Set out each line from the following listing that includes the word "border".

□ □ □ □ □

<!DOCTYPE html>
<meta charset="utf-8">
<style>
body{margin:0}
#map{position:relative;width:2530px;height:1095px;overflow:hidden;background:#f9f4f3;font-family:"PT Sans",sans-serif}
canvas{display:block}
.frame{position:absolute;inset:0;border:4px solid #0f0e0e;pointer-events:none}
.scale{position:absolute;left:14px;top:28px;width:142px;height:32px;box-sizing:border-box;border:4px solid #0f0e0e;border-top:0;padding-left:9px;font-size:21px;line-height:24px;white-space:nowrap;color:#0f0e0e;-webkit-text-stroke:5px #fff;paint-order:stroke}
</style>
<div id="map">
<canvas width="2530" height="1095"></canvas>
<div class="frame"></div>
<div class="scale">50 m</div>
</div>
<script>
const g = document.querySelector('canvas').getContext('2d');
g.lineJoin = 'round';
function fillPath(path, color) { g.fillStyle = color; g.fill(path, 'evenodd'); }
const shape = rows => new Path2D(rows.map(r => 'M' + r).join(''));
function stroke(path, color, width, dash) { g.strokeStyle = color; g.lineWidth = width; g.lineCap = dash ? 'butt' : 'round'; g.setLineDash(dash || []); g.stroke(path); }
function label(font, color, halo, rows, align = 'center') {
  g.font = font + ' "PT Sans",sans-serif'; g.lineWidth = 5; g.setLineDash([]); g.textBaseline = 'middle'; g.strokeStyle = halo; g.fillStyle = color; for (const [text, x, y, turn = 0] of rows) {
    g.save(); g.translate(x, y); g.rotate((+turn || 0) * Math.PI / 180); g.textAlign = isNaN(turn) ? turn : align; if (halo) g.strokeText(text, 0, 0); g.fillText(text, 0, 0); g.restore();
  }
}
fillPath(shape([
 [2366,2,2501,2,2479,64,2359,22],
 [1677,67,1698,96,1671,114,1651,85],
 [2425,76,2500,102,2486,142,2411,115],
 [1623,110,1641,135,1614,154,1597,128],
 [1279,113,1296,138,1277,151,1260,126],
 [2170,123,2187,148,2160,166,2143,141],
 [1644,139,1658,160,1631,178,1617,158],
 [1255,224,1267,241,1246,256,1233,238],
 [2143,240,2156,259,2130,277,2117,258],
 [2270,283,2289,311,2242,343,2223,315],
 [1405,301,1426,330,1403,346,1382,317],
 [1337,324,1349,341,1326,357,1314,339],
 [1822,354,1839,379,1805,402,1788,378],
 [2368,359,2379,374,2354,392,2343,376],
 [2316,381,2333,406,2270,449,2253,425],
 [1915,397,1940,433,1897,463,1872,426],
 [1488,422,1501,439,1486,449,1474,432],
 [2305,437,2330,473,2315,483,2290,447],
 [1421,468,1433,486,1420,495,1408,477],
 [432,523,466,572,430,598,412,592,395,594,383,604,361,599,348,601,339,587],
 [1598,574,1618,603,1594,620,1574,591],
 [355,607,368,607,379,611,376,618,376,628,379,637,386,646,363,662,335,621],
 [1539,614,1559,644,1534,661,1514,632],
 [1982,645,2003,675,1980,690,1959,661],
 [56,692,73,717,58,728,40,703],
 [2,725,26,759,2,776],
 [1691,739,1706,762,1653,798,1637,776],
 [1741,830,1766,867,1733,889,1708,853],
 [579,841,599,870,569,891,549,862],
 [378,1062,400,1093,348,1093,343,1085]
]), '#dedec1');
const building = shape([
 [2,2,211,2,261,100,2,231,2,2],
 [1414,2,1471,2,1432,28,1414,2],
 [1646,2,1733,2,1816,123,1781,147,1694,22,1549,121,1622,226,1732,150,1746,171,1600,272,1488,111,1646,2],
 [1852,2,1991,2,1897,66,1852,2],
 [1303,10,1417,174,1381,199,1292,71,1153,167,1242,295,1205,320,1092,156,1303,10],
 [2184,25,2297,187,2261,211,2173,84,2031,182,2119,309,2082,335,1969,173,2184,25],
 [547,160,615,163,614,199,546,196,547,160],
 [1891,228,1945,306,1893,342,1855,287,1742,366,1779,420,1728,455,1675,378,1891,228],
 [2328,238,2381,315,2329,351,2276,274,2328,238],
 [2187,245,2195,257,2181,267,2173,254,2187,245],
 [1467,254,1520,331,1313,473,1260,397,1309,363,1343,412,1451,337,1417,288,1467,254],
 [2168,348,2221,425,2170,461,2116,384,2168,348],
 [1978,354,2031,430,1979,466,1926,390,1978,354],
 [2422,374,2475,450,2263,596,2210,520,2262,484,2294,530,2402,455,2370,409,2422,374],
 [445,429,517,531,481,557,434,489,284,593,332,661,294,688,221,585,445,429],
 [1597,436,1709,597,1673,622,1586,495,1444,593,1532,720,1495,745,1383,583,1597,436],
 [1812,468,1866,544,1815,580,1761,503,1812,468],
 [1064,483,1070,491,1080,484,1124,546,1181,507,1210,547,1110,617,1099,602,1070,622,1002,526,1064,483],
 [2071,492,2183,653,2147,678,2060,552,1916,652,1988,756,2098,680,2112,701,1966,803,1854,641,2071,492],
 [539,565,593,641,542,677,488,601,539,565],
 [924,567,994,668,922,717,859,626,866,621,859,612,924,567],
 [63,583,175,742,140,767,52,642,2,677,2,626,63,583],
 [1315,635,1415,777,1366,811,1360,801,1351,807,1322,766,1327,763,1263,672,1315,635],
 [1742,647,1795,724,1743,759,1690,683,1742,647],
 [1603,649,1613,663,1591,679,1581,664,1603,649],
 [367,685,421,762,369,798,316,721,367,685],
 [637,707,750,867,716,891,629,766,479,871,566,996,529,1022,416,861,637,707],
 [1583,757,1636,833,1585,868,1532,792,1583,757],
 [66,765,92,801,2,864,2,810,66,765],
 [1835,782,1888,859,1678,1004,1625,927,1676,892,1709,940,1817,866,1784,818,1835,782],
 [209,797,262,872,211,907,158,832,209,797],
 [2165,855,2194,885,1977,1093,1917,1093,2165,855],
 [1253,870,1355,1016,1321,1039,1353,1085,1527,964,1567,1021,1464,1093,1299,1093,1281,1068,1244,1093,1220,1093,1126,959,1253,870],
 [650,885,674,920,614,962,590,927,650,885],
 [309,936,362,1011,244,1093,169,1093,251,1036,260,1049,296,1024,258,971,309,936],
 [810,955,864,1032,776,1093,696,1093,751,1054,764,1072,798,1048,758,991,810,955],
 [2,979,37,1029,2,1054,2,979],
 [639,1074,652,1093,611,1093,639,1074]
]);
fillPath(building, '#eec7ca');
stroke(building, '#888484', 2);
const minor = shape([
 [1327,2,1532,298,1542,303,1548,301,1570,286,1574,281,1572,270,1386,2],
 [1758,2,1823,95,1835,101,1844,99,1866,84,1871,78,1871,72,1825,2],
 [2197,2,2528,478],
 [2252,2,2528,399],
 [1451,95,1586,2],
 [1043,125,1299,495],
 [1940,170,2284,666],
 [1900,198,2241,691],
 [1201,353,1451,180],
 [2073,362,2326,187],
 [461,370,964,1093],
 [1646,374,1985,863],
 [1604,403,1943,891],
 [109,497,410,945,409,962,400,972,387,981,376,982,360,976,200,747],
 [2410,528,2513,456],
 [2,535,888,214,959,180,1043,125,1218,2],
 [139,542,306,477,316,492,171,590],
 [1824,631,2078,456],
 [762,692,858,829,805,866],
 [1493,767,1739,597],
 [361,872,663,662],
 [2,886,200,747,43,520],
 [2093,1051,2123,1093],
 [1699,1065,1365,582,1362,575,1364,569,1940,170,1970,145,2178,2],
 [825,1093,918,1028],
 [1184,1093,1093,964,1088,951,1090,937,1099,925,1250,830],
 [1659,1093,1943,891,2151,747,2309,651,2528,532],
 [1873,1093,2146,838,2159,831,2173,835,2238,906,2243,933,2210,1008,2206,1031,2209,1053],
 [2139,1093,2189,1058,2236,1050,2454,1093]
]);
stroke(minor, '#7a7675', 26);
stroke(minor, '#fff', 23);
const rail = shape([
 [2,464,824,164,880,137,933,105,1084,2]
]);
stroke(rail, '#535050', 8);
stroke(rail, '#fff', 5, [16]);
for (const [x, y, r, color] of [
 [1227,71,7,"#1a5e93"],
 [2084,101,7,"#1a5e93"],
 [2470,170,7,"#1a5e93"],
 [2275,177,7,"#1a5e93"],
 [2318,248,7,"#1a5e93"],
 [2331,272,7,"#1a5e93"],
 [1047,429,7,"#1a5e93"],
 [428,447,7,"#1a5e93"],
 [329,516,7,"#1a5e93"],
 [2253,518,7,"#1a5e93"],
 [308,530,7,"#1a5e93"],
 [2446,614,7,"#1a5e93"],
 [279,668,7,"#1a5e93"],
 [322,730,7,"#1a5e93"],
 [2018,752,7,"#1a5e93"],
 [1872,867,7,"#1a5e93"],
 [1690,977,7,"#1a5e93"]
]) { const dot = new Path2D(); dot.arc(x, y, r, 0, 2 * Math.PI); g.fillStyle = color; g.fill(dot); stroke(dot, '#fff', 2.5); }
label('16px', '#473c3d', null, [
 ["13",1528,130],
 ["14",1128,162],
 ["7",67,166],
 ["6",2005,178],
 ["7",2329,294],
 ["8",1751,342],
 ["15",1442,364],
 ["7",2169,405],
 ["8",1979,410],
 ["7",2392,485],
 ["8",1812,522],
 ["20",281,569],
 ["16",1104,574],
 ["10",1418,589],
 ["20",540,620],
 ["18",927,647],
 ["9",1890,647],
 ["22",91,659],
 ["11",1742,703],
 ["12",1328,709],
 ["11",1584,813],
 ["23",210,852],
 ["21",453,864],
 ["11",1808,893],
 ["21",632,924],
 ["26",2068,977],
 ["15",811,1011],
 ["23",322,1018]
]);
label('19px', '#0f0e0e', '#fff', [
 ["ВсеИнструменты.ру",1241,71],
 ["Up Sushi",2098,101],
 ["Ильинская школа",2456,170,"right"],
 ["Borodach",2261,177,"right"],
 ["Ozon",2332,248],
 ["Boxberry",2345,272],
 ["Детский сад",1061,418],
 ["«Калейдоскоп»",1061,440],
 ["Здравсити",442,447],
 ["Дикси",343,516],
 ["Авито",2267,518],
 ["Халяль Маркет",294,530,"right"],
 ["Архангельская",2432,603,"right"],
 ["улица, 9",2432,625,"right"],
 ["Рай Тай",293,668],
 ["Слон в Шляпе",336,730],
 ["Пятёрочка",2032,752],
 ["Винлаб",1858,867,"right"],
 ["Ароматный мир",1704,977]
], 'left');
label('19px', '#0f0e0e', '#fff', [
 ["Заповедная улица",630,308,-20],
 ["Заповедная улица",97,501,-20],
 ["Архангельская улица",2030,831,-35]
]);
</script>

□ □ □ □ □

*Completed exercise*:
.frame{position:absolute;inset:0;border:4px solid #0f0e0e;pointer-events:none}
.scale{position:absolute;left:14px;top:28px;width:142px;height:32px;box-sizing:border-box;border:4px solid #0f0e0e;border-top:0;padding-left:9px;font-size:21px;line-height:24px;white-space:nowrap;color:#0f0e0e;-webkit-text-stroke:5px #fff;paint-order:stroke}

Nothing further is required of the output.